Task: Every line of the entries below that includes "display" belongs in the answer, copied as written.

──────── Record set ────────

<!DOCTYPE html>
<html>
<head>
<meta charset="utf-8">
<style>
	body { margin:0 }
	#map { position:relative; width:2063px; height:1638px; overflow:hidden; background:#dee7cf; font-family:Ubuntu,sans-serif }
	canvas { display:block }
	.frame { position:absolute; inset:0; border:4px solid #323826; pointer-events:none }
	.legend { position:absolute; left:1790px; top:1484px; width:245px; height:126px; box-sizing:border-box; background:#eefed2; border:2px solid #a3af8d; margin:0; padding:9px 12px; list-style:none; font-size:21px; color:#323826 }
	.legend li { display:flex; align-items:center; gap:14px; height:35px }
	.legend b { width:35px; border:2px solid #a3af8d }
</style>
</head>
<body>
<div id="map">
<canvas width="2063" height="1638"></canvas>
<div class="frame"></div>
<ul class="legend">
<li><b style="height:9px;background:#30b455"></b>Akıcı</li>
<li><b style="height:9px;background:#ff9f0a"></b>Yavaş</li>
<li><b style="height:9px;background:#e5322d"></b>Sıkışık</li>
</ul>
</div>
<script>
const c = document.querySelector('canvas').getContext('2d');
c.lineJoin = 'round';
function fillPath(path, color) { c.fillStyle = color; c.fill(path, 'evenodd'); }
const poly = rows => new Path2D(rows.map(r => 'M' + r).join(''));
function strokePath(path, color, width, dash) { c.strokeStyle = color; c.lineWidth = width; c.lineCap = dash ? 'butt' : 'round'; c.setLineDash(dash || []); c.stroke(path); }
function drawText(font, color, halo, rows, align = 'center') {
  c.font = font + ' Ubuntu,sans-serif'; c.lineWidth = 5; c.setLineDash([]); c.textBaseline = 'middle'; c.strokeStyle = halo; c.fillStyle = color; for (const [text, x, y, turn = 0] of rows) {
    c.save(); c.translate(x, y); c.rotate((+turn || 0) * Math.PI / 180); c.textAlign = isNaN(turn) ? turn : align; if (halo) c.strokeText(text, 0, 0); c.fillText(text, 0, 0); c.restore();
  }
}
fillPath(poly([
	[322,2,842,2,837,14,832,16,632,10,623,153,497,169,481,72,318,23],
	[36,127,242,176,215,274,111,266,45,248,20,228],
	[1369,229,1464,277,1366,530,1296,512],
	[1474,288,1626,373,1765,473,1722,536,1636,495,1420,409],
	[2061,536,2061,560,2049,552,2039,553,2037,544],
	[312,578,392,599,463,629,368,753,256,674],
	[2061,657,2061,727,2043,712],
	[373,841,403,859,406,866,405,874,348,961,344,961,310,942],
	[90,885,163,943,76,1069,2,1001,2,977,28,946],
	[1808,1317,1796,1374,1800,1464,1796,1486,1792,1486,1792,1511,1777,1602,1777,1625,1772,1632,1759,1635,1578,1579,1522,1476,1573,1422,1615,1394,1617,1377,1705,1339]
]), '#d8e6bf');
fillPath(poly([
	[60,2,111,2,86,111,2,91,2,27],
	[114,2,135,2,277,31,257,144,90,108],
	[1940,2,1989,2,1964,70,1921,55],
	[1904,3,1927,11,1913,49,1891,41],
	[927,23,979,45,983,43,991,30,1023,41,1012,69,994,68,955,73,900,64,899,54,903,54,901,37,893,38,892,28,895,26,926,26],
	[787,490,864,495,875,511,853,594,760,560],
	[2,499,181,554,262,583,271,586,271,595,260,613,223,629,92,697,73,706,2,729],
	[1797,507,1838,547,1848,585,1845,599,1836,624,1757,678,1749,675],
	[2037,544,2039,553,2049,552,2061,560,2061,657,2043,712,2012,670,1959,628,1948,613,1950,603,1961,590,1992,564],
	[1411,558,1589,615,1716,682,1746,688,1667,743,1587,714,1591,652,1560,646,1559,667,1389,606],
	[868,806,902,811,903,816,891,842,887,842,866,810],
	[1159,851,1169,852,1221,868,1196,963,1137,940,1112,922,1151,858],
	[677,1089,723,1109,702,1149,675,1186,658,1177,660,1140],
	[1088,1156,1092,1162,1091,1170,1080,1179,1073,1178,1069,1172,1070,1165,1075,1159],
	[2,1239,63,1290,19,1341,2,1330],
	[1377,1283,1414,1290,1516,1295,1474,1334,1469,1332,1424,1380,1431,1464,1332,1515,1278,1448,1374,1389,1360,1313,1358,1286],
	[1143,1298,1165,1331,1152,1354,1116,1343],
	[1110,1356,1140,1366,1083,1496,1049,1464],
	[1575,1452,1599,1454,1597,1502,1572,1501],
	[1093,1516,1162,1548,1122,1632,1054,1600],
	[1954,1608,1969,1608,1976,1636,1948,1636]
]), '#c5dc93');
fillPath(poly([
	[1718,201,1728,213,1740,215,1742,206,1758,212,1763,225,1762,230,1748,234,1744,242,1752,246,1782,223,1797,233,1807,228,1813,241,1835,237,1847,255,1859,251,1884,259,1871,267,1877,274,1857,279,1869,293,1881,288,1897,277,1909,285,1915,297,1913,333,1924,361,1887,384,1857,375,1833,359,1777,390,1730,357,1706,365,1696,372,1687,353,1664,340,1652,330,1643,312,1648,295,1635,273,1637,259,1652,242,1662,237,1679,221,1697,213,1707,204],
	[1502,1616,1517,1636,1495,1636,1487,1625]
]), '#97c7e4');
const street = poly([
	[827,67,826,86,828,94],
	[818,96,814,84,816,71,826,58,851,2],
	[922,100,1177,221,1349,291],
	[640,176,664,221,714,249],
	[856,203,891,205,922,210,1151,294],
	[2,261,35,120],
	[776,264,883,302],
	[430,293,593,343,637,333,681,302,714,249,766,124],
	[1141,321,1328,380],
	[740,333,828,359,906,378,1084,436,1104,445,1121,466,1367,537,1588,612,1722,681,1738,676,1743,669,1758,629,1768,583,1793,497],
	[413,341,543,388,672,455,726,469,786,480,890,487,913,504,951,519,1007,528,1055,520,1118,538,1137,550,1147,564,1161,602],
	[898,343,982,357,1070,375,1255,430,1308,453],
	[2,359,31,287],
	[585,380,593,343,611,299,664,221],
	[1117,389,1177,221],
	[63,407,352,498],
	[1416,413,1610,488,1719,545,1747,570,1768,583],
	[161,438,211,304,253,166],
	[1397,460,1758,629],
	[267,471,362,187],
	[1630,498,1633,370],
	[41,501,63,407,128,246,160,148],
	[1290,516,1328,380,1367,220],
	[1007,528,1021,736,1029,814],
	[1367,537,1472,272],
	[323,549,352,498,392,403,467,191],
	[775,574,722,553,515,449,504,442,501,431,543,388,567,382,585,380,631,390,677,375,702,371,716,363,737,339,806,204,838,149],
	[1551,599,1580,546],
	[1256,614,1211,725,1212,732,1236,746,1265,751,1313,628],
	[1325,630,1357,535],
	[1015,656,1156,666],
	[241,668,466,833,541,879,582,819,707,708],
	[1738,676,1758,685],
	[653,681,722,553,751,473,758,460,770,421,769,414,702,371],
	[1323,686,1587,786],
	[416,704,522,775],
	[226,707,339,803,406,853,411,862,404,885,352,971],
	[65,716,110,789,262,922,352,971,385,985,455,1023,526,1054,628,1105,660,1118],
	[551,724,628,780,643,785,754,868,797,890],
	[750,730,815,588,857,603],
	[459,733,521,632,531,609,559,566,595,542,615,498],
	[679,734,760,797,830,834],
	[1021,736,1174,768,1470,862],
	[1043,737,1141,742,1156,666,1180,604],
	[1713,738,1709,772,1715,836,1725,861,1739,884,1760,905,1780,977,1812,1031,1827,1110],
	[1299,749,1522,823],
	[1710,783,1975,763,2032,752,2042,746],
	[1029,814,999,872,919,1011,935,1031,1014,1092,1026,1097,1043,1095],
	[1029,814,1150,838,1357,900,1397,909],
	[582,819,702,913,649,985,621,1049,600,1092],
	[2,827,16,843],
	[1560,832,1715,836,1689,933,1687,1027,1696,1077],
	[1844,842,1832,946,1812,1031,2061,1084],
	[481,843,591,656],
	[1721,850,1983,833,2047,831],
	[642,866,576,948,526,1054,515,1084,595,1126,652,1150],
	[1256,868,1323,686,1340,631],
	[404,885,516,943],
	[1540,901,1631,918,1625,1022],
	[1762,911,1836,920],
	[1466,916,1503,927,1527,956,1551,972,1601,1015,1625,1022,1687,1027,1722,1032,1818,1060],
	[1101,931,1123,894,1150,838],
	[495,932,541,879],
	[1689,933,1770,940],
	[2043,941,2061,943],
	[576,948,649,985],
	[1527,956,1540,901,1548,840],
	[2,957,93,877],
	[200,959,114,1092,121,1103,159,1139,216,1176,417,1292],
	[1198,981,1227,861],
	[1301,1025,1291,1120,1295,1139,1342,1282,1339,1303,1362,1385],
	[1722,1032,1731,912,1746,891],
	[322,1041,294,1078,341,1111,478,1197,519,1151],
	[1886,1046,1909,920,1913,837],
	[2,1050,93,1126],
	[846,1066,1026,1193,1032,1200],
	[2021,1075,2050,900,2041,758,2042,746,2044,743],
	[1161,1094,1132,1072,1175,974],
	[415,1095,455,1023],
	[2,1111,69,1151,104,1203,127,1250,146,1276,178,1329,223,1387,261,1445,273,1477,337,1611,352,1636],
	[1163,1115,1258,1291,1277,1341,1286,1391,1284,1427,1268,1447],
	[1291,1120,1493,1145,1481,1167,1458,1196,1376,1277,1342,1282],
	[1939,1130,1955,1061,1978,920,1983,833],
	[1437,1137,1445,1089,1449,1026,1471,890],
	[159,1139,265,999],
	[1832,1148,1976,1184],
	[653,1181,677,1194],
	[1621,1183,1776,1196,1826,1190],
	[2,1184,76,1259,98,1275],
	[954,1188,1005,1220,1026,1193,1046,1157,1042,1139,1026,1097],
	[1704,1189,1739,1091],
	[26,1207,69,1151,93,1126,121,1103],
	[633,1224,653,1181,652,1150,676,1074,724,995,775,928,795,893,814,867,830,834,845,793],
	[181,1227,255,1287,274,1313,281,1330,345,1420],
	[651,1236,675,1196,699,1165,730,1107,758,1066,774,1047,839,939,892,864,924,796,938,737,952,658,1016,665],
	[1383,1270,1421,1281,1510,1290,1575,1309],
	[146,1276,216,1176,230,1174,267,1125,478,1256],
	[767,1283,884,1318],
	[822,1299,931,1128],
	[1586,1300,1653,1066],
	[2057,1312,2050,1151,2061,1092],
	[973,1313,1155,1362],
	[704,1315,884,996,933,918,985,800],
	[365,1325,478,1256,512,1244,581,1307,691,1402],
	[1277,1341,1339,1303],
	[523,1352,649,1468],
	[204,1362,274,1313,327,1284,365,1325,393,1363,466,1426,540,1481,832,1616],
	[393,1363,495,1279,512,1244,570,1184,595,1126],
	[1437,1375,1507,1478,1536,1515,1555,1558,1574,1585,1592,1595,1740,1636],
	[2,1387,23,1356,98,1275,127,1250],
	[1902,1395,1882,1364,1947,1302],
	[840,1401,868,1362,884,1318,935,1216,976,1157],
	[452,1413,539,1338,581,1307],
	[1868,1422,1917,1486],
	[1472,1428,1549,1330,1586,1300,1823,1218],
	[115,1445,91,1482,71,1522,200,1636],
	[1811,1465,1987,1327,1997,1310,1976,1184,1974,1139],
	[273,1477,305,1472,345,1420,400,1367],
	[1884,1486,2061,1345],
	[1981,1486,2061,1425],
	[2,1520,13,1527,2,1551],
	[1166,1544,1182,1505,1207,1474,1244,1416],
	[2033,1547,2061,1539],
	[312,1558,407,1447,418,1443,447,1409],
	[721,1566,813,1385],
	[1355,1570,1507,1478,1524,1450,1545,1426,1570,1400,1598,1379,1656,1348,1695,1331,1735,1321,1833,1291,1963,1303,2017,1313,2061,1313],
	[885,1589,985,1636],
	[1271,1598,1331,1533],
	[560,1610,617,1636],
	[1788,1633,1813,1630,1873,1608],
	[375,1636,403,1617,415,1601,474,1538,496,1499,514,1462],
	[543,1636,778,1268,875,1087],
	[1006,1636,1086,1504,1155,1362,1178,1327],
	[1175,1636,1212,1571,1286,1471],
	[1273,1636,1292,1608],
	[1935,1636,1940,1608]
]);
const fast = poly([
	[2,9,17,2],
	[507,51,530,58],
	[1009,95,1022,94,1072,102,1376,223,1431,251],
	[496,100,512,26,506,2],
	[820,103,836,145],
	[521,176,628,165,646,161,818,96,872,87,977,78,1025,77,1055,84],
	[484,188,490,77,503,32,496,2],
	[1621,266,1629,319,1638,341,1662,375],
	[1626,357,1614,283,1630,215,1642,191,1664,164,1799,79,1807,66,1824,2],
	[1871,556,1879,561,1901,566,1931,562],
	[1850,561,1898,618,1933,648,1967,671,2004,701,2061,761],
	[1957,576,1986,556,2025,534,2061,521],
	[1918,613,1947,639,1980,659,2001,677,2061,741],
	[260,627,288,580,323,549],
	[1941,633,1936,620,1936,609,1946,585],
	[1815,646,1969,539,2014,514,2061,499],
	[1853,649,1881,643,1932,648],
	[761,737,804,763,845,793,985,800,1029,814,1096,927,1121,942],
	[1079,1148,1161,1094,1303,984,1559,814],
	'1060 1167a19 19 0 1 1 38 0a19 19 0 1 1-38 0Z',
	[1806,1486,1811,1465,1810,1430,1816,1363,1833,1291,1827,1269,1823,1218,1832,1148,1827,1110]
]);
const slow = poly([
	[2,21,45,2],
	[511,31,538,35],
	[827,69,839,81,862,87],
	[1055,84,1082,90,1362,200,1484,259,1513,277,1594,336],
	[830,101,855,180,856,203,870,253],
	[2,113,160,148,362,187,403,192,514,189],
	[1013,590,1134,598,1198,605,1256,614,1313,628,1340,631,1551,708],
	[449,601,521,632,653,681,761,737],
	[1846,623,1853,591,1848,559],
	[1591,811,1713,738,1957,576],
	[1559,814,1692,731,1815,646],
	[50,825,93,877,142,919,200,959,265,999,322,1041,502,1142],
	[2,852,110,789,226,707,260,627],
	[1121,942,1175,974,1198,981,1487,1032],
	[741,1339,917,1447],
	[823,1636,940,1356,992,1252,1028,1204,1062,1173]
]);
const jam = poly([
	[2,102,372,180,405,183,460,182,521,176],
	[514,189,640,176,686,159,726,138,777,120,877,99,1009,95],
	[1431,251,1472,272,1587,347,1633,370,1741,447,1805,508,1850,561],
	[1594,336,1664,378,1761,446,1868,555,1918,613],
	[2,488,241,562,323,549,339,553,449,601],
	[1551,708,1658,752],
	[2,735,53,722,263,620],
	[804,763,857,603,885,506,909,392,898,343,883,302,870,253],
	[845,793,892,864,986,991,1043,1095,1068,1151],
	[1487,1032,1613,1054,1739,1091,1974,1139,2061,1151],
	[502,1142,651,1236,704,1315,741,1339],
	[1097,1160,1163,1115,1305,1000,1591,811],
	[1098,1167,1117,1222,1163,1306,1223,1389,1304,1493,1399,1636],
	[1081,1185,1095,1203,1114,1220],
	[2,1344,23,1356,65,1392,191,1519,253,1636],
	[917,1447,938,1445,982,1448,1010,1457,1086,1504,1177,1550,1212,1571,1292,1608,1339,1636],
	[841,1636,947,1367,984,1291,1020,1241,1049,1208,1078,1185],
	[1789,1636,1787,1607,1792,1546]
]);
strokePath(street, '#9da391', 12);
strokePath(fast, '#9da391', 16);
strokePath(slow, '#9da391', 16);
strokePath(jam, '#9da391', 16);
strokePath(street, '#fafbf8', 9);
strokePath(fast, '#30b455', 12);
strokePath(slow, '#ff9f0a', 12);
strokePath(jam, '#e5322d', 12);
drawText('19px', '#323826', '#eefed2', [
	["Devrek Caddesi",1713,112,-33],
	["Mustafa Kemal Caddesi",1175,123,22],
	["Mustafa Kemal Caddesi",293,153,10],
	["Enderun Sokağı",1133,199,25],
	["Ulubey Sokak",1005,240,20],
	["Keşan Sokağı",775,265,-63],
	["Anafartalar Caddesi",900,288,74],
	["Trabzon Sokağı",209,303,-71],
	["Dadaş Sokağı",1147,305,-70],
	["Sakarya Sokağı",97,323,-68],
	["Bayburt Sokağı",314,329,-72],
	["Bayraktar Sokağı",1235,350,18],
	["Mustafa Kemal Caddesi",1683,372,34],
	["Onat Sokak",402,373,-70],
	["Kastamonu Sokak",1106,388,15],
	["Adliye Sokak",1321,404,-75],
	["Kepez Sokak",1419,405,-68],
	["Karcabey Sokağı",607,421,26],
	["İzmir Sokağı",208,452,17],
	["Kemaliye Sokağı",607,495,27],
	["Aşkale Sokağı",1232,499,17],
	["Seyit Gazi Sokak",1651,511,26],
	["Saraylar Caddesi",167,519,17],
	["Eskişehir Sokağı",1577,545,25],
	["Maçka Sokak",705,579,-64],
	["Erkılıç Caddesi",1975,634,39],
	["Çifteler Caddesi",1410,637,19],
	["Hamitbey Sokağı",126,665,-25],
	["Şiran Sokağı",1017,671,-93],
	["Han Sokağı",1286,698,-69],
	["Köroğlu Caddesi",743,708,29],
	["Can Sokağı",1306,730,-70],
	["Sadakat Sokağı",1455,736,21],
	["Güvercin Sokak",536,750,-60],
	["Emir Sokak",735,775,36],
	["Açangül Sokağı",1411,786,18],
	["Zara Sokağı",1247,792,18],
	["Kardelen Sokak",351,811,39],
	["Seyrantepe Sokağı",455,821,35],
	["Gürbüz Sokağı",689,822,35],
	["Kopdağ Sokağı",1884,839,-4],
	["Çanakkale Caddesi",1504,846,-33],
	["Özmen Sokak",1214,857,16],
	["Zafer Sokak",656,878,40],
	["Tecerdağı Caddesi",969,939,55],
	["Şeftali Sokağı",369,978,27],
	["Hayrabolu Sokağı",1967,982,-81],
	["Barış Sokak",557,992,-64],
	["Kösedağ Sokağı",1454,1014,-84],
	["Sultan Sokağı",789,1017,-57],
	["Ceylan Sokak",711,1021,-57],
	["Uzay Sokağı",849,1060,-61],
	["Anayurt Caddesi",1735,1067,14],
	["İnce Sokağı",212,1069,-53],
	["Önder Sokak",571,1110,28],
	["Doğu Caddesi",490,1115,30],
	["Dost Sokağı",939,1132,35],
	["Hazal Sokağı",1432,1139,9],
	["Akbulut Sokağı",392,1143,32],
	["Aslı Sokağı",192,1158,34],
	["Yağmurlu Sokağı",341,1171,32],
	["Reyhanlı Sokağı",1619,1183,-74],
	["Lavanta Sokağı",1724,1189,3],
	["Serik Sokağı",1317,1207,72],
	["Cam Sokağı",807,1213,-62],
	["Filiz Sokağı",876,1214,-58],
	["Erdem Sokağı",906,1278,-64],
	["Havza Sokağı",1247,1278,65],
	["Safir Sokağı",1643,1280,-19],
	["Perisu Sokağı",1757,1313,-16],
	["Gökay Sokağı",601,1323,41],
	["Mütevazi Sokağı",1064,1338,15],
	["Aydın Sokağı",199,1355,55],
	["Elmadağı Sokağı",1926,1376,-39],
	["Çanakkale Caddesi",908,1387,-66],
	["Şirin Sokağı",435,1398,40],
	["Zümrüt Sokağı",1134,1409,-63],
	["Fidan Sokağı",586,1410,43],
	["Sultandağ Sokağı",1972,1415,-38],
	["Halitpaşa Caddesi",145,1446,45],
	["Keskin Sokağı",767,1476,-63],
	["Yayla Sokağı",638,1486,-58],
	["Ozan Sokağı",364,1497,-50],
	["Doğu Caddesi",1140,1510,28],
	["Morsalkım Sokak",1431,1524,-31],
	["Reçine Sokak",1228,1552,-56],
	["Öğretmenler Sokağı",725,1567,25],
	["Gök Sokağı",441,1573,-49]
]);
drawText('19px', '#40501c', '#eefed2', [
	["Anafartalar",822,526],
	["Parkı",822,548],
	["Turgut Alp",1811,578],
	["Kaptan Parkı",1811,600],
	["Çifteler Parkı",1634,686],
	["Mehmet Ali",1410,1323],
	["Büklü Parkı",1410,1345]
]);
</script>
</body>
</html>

────────

Written response:
	canvas { display:block }
	.legend li { display:flex; align-items:center; gap:14px; height:35px }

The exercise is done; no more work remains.